Effectivement, dès les premières pages, après les mentions légales, on peut lire ces lignes : « Vous vous apprêtez à plonger dans une Dark Romance intense, marquée par des scènes difficiles et violentes, notamment à caractère sexuel. Ce récit s’adresse à un public averti et n’est pas adapté aux mineurs. Il contient des éléments susceptibles de perturber certains lecteurs : descriptions de situations traumatisantes, expériences psychologiques intenses et thématiques sensibles ».
S’ensuit la longue liste des « trigger warnings », ces mises en garde qui avertissent des thématiques sensibles du livre, entre autres : la pédophilie, l’inceste, la violence psychologique, le viol, la torture.

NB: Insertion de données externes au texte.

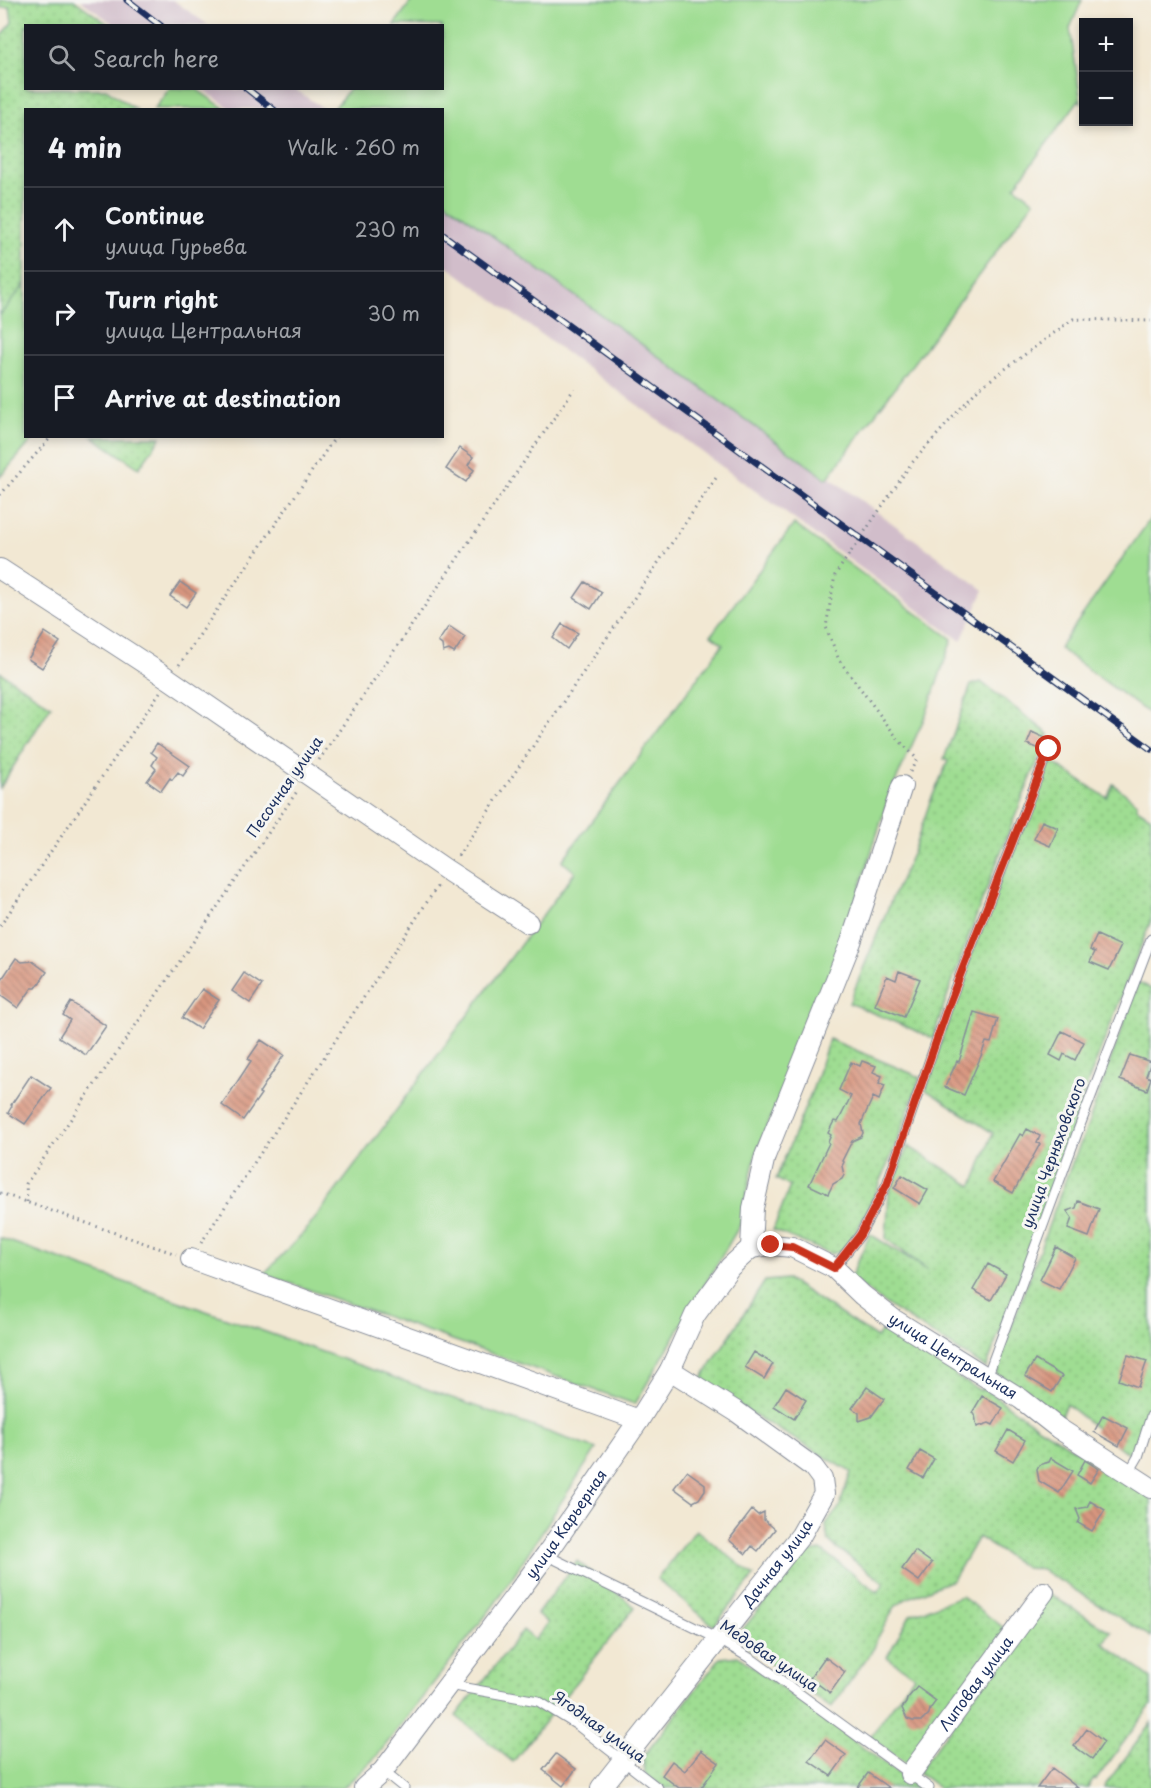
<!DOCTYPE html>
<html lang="en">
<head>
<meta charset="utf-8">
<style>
	body { margin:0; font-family:"Playpen Sans",sans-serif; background:#242831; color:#f1f3f6 }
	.controls { position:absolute; right:18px; top:18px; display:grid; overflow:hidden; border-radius:0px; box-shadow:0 3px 9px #0003 }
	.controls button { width:54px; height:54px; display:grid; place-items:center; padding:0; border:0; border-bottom:2px solid #363941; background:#171b24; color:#f1f3f6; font:30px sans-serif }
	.stop { position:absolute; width:18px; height:18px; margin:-14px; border:4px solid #c8321e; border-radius:50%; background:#fff }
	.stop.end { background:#c8321e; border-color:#fff; box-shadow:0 2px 6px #0008 }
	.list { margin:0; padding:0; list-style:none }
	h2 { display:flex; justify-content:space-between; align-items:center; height:78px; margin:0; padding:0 24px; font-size:26px }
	h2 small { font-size:20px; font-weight:400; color:#9ea1a6 }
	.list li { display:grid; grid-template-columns:39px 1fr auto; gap:18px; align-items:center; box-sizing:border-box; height:84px; padding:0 24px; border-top:2px solid #363941 }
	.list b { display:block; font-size:22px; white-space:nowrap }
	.list p { margin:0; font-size:20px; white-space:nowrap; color:#9ea1a6 }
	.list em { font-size:20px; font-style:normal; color:#9ea1a6 }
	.icon { flex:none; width:33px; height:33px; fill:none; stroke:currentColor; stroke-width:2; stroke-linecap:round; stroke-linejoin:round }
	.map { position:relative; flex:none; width:1151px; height:1788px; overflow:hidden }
	.search { position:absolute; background:#171b24; box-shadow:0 3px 9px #0003; left:24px; top:24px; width:420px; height:66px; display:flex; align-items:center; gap:15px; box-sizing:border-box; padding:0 21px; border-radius:0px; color:#9ea1a6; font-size:22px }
	.panel { position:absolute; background:#171b24; box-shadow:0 3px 9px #0003; left:24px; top:108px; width:420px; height:330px; border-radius:0px }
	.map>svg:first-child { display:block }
	.railway { fill:#d1bdca }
	.green { fill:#9fdd92; stroke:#5d8678; stroke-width:1.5 }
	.garden { fill:url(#garden-dots); stroke:#5d8678; stroke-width:1.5 }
	.building { fill:url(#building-back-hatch) }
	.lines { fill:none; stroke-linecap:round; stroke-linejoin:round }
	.lane-casing { stroke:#868c98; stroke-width:11 }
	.street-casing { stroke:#868c98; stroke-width:22 }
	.path { stroke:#868c98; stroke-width:3; stroke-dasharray:1.5 4.5; stroke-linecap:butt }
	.lane { stroke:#fff; stroke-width:9 }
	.street { stroke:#fff; stroke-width:20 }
	.rail-casing { stroke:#1b2f5e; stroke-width:7 }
	.rail { stroke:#f6f6f2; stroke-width:4.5; stroke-dasharray:14; stroke-linecap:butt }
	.route { stroke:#c8321e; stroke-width:8 }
	.labels { text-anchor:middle; stroke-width:6; stroke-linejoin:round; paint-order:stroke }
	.street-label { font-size:15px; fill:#1b2f5e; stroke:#f6f6f2 }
</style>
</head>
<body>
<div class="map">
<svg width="1151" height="1788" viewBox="0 0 1151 1788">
	<defs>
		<pattern id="garden-dots" width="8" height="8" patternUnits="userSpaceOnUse" patternTransform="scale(1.5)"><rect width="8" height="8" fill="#9fdd92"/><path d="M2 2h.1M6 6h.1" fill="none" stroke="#88be80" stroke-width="1.8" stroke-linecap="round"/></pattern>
		<pattern id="building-back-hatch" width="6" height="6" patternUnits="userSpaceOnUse" patternTransform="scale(1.5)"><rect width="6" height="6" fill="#d8967f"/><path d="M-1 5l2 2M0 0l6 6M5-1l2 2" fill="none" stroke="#ae7b6b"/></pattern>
	</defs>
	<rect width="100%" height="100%" fill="#f6f6f2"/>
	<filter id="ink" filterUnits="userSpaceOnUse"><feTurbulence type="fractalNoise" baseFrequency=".0167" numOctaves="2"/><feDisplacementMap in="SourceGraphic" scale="12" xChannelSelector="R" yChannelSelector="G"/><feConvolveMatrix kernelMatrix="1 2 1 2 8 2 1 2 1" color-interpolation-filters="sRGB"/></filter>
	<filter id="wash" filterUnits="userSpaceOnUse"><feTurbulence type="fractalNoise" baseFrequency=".008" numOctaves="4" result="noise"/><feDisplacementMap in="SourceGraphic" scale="24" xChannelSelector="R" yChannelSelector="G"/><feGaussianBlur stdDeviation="1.35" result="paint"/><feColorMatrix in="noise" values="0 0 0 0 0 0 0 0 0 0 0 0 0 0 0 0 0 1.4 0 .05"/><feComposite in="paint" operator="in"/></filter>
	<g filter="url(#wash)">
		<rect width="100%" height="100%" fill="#f2e8d3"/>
		<path class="railway" d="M80,0H173L208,25H115Z
			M202,89H295L324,109H231Z
			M443,196L984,590L961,641L443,263Z"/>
		<path class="green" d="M412,0H1082L1070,28L1081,102L1079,100L1015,186L1034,201L827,479L443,200L442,110L334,109L349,89L442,88V26L394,25Z
			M170,88L196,89L225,109H154Z
			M25,284L26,436L35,437L0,477V315Z
			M1151,518V715L1059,648Z
			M794,524L952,639L927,712L889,796L845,936L755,1157L740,1225L635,1404L264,1274L308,1228L575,872L562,861L723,644L711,635Z
			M0,1238L596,1449L494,1605L377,1756L343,1788H0Z"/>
		<path class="garden" d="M0,0H74L109,25L26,26V88L106,89L135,109L26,110L25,284L0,315V39L12,22L10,7L0,8Z
			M93,437H161L139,468Z
			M0,672L51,706L0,788Z
			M981,682L1049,734C1007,834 967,935 933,1038L849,1003L892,898L913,852L930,802L948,761L944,759L971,685Z
			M1050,761L1107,798L1113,784L1137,803V808L1151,817V920L1089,1080L1040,1222L986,1368L893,1309L850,1278L870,1234L928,1270L886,1239L889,1192L908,1146L972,1186L974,1183L993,1133L926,1090C960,978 1003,868 1050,761Z
			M1138,982L1151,989V1403L1132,1457L1066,1404L1060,1418L996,1374L1013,1322L1066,1178L1086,1130Z
			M829,1039L920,1077C900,1136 878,1195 847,1249L831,1254L773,1230L790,1186L776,1179L813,1088Z
			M787,1279L877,1338L886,1325L957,1371L955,1376L981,1391L983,1388L1040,1428L1151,1496V1637L1041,1569L1026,1568L978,1537L953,1580L906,1599L895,1607L877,1639L874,1648L831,1708L746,1646L743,1629L804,1553L821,1550L878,1592L884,1583L828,1541L826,1524L839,1508L851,1472L699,1383L765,1281Z
			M696,1530L754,1576L714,1626L657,1579Z
			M577,1561L635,1607L513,1762L456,1716L523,1630L535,1640L548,1623L537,1614Z
			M1049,1594L1111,1632L1103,1643L1151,1678V1705L1096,1780L1094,1779L1088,1788H939L918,1772Z
			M961,1596L1008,1631L909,1766L870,1737L914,1676L887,1657L910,1615Z
			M738,1656L918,1788H665L645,1774L643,1757L720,1658Z
			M1151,1723V1788H1104V1787Z"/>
		<g id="blocks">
			<path class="building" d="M460,448L473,457L468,465L474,470L466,482L446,469Z
				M180,582L196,593L186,607L170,596Z
				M585,582L602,592L591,609L574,598Z
				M562,624L578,633L567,649L553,638Z
				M449,626L465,637L454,653L449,650L443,652L442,645L438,642Z
				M45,632L60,642L42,668L28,659Z
				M1032,732L1045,738L1040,749L1027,744Z
				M157,743L190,766L183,776L178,772L172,780L170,778L161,791L147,781L156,769L152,765L157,757L151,752Z
				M1042,821L1058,828L1050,846L1034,839Z
				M1097,935L1121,946L1109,970L1090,962L1095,952L1090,950Z
				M16,958L22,962L32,961L47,972L36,988H32L18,1008L0,995V982Z
				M899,971L920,979L904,1017L875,1005L887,976L896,980Z
				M244,973L262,985L250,1003L232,991Z
				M202,989L219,1000L199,1029L182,1018Z
				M71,1002L106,1026L86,1055L59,1037L70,1020L63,1015Z
				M974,1012L998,1019L991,1043L986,1042L981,1056L964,1095L945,1087L957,1061L959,1062Z
				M1062,1031L1084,1042L1075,1060L1064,1054L1061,1061L1050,1055Z
				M261,1040L284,1055L259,1093L261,1094L243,1120L222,1105L251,1061L248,1059Z
				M1130,1055L1151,1062L1146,1076L1151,1078L1147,1090L1120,1080Z
				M862,1061L876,1066L873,1072L882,1076L879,1083L885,1085L879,1100L873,1097L861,1124L863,1133L861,1137L852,1141L842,1161L844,1162L842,1166L844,1175L842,1179L833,1184L828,1194L809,1185L829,1143L828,1142L831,1135L828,1133L834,1121L838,1122L851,1096L839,1090L851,1062L860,1066Z
				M31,1075L51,1088L25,1124L8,1113L12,1106L11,1105Z
				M1027,1129L1040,1136L1037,1143L1040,1144L1013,1193L993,1182L1020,1134L1023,1136Z
				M902,1175L928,1190L920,1204L894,1188Z
				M1078,1201L1099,1209L1089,1237L1068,1229L1072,1218L1067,1211L1076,1208Z
				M1056,1247L1075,1258L1059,1289L1040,1280Z
				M988,1264L1006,1274L991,1300L973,1290Z
				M754,1352L773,1364L764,1379L745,1367Z
				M1128,1355L1147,1361L1138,1387L1119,1380Z
				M1035,1360L1062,1376L1052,1392L1025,1376Z
				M786,1387L806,1400L794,1419L774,1406Z
				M867,1387L884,1399L871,1417L859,1421V1413L852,1408Z
				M982,1396L1003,1408L993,1425L989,1423L977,1427L975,1415L972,1413Z
				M1103,1415L1128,1428L1119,1446L1094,1432Z
				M1008,1430L1025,1440L1013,1461L996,1451Z
				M920,1451L934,1459L923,1478L909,1470Z
				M1051,1458L1073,1471L1059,1493L1039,1481L1037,1469L1039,1465L1049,1462Z
				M1085,1460L1099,1469L1090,1483L1077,1475Z
				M687,1471L705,1484V1490L699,1499L693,1502L674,1488Z
				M1090,1501L1105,1510L1092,1531L1078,1523L1080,1519L1076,1509L1087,1507Z
				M752,1510L758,1515L764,1512V1520L775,1529L758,1551L752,1546L746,1554L729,1540Z
				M915,1551L932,1563L919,1581L902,1569Z
				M825,1657L845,1672L830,1693L810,1678Z
				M917,1687L936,1701L930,1709L929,1714L922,1721H913L907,1719L902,1708L906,1703L907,1699Z
				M1087,1729L1104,1742L1092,1759L1074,1746Z
				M825,1740L846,1755L831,1776L809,1761Z
				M701,1750L719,1763L701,1788H679L662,1775L672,1761L685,1771Z
				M556,1754L576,1769L563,1786L543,1770Z
				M1052,1768L1078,1788H1037Z
				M868,1773L889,1788H857Z"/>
		</g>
	</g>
	<g filter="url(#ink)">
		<use href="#blocks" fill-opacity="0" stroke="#868c98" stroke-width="1.5"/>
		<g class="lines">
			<g class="lane-casing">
				<path id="lane" d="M834,1268L860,1235L887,1184L950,1001L1049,749
					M987,1377L1079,1128L1151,939
					M1128,1474L1138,1457L1151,1416
					M546,1555L718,1639L753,1660L929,1788
					M449,1685L538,1701L577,1725L658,1788
					M383,1771L404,1788"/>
			</g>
			<g class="street-casing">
				<g id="street">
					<path d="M0,569L169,679L448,871L528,923"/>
					<path d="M751,1248L753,1208L765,1156L851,942L902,786"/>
					<path id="s1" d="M751,1248L771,1245L792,1247L834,1268L862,1295L893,1319L1021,1399L1058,1428L1151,1488"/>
					<path d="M191,1259L639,1420"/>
					<path id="s2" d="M910,1774L1044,1592"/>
					<path id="s3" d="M364,1788L383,1771L546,1555L639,1420L670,1370L695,1315L730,1267L751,1248"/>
					<path id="s4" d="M601,1788L801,1535L824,1494L822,1479L813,1467L737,1412L670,1370"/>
				</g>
			</g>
			<path class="path" d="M0,495L52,436
				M179,665L336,436
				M319,760L574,389
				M910,772L917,759L898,739L839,660L826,627L835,575L911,464L978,389L1073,319L1151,321
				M458,856L716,478
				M0,926L160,692
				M0,1193L176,1254
				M27,1202L26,1184L298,790
				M201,1243L439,884"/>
			<use href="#lane" class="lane"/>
			<use href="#street" class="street"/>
			<g class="rail-casing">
				<path id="rail" d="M127,0L161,26
					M246,88L274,110
					M442,234L1151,749"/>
			</g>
			<use href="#rail" class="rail"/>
		</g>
	</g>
	<g class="lines" filter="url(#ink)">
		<path class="route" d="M771,1245L792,1247L834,1268L860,1235L887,1184L950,1001L1049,749"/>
	</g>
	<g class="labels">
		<g class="street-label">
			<text transform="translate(285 787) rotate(-55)" y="5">Песочная улица</text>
			<text transform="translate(1054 1153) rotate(-70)" y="5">улица Черняховского</text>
			<text dy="5" stroke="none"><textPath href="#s1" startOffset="237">улица Центральная</textPath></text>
			<text dy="5" stroke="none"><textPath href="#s3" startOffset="333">улица Карьерная</textPath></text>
			<text dy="5" stroke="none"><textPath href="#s4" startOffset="286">Дачная улица</textPath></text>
			<text transform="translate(769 1656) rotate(34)" y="5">Медовая улица</text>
			<text dy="5" stroke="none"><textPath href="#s2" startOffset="112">Липовая улица</textPath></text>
			<text transform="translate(599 1727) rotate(36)" y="5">Ягодная улица</text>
		</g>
	</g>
</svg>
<div class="controls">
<button>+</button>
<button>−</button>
</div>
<div class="stop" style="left:1049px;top:749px"></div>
<div class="stop end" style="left:771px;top:1245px"></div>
<div class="search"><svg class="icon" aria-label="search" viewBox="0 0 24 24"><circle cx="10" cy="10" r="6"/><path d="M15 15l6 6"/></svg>Search here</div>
<section class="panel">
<h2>4 min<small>Walk · 260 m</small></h2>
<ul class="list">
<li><svg class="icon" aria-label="ahead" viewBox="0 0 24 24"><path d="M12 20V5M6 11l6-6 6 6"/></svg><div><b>Continue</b><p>улица Гурьева</p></div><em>230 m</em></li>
<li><svg class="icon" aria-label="right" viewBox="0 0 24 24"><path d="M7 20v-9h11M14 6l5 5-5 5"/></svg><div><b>Turn right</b><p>улица Центральная</p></div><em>30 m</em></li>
<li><svg class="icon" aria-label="arrive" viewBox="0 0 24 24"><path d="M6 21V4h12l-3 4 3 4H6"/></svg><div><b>Arrive at destination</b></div></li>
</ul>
</section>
</div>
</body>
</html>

On ne peut pas tout écrire au nom de la Dark Romance
L’autrice assure avoir constitué un dossier de preuves pour entamer des poursuites judiciaires contre ceux qui l’associeraient à de la « criminalité réelle ». Elle soutient que son travail reste une œuvre de fiction protégée par la liberté de création.
La polémique a rapidement franchi les frontières des réseaux sociaux pour atteindre les sphères politiques. Selon l’AFP, la Haute commissaire française à l’Enfance, Sarah El Haïry, a annoncé sur X avoir saisi la justice et la plateforme Pharos : « On ne peut pas tout écrire au nom de la Dark Romance. Certains extraits relèvent de l’apologie de la pédophilie », a-t-elle déclaré.
Amazon retire l’ouvrage de ses plateformes
Après un « examen urgent » du livre et des investigations plus poussées, Amazon a pris la décision de le retirer de la vente. « Nous exigeons que tous les livres vendus respectent la réglementation en vigueur : nous enquêtons immédiatement sur tout signalement et retirons les livres non conformes », précise un porte-parole du géant américain, rappelant qu’un bouton Signaler un problème avec ce produit existe en dessous des descriptions des livres.
La liberté de création a-t-elle des limites ?
Si la liberté d’expression est un pilier fondamental, elle s’arrête là où commence l’infraction pénale. En Belgique, le Code pénal, par l’article 383bis, réprime « l’exposition, la vente, la location, la distribution ou la remise d’emblèmes, objets, films, photos, diapositives et tout autre support visuel qui représente des positions ou actes sexuels à caractère pornographique, mettant en scène des enfants ».
En France, le bédéiste Bastien Vivès s’est retrouvé face à la justice pour transmission d’images pédopornographiques pour plusieurs planches polémiques. Pour des écrits, c’est plus compliqué. Le livre devrait être jugé comme un manuel ou une incitation directe. Au Royaume-Uni, le « Serious Crime Act » de 2015 stipule clairement que si les écrits sont, par leur précision technique, assimilables à des manuels d’instruction pour commettre des crimes, ils sont condamnables.
Reste à savoir si la procédure en justice menée en France par la Haute commissaire à l’Enfance, Sarah El Haïry, aboutira à une condamnation. Une décision qui pourrait faire jurisprudence et forcer les géants du web à renforcer drastiquement leurs filtres sur l’auto-édition.